AIM OF THE TASK: How many lines of these records hold the string "Fabre"? Reply with the number alone.
--- AVAILABLE DATA ---
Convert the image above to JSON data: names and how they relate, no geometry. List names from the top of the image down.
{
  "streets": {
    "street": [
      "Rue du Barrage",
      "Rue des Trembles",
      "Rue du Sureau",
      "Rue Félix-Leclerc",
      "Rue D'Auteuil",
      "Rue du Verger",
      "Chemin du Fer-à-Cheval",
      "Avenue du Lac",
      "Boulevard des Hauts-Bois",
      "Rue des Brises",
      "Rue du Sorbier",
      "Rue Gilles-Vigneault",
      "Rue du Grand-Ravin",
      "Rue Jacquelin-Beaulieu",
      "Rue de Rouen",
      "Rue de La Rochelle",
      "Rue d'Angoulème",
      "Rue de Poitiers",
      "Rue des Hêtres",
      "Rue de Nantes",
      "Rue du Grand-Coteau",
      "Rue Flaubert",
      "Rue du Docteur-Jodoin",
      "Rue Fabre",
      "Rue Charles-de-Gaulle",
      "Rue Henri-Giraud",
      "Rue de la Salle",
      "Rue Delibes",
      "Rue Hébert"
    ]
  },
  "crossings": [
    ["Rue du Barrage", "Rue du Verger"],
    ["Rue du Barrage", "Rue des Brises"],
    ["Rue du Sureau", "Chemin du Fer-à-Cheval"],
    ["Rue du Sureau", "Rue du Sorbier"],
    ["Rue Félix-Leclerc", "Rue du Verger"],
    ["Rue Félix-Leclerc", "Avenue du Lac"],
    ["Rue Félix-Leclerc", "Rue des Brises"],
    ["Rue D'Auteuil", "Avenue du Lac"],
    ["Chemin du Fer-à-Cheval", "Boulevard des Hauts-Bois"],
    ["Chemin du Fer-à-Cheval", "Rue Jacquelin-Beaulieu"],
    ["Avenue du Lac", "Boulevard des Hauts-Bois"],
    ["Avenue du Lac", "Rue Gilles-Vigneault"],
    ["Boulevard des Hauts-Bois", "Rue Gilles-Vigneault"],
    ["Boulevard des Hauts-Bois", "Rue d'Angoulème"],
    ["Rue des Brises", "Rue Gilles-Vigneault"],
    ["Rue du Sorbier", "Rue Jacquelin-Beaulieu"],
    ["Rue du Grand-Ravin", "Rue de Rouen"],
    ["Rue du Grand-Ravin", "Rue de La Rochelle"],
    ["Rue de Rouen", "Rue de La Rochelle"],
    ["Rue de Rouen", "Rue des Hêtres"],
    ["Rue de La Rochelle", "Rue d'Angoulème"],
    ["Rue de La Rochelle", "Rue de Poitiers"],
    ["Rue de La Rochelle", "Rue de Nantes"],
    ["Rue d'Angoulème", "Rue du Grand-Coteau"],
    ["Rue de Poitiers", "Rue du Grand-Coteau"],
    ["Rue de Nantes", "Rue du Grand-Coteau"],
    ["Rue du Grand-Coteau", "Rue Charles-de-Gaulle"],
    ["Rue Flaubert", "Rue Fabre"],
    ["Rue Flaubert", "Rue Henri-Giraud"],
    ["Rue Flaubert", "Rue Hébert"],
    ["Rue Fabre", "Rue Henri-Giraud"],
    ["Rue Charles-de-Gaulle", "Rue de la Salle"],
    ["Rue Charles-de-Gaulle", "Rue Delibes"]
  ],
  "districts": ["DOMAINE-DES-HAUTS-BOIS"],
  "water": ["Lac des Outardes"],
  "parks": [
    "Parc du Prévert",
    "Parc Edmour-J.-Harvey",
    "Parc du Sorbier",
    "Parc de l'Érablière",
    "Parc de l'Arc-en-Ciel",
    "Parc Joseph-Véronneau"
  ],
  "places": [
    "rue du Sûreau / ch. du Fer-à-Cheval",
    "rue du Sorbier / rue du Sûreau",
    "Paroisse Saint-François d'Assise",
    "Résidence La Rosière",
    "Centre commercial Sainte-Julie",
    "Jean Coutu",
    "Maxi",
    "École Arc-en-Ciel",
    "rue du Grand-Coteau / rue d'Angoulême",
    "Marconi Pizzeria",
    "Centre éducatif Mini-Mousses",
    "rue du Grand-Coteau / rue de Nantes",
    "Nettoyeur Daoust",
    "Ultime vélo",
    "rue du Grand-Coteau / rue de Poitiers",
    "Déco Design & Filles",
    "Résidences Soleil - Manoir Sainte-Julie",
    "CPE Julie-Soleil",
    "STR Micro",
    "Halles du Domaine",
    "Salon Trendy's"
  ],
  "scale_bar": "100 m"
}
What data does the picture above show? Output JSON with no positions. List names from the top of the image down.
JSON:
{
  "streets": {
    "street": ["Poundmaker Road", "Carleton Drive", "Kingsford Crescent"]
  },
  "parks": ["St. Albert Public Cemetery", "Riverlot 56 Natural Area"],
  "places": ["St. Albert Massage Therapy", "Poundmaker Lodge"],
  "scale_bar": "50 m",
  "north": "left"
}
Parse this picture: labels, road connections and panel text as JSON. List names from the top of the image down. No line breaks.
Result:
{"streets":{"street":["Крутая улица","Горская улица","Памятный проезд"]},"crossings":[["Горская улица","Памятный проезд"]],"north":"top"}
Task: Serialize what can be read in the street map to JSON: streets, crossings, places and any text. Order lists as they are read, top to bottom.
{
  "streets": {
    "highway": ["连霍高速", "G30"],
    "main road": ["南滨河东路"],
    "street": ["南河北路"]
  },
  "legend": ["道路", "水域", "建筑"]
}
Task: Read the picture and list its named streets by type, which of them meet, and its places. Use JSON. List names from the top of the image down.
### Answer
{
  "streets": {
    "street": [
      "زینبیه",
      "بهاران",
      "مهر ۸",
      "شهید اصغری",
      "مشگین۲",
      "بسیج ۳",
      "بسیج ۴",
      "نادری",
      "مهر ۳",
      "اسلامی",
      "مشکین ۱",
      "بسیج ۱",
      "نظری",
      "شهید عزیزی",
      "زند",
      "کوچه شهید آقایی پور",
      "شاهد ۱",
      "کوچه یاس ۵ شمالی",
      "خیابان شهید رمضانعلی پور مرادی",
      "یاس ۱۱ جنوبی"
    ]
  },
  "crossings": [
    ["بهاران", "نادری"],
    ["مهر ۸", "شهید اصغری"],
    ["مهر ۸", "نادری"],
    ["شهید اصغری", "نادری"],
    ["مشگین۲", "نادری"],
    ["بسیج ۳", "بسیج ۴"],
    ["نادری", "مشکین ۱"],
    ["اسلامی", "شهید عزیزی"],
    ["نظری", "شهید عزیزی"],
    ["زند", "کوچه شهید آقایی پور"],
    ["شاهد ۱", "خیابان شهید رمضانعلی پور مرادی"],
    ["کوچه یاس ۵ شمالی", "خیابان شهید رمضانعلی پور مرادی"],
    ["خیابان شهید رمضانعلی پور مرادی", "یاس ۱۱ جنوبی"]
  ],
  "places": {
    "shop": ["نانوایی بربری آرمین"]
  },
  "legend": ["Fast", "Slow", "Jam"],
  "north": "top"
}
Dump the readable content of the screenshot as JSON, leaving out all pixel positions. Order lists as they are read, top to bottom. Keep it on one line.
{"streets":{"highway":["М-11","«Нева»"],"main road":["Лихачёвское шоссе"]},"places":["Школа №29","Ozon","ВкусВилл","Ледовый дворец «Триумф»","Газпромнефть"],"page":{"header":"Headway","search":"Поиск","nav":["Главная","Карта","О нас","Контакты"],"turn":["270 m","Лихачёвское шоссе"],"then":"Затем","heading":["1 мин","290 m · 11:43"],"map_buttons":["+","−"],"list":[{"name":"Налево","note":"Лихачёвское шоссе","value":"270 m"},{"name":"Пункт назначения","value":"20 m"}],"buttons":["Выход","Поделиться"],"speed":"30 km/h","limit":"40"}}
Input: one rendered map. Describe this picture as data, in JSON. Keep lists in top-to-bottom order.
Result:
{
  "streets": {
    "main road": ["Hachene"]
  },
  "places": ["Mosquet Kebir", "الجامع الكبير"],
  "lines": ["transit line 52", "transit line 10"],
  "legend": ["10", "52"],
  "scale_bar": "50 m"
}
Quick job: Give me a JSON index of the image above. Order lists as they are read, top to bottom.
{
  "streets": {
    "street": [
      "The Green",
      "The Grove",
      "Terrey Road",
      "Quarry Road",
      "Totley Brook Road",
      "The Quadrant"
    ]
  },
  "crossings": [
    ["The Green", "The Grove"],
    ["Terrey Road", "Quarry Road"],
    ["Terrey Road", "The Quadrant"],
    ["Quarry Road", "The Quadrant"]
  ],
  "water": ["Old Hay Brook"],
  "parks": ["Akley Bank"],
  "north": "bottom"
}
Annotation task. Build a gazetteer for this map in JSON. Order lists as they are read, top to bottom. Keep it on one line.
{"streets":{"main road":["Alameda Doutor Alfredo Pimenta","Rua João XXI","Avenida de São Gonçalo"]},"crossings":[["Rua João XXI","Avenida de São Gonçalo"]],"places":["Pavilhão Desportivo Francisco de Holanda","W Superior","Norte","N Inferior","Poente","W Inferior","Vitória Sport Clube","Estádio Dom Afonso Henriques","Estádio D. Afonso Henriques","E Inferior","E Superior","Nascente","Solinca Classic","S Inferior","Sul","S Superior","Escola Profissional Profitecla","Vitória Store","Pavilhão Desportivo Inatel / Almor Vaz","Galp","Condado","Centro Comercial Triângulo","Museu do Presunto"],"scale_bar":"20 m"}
---
ANSWER FOR THE TASK: 3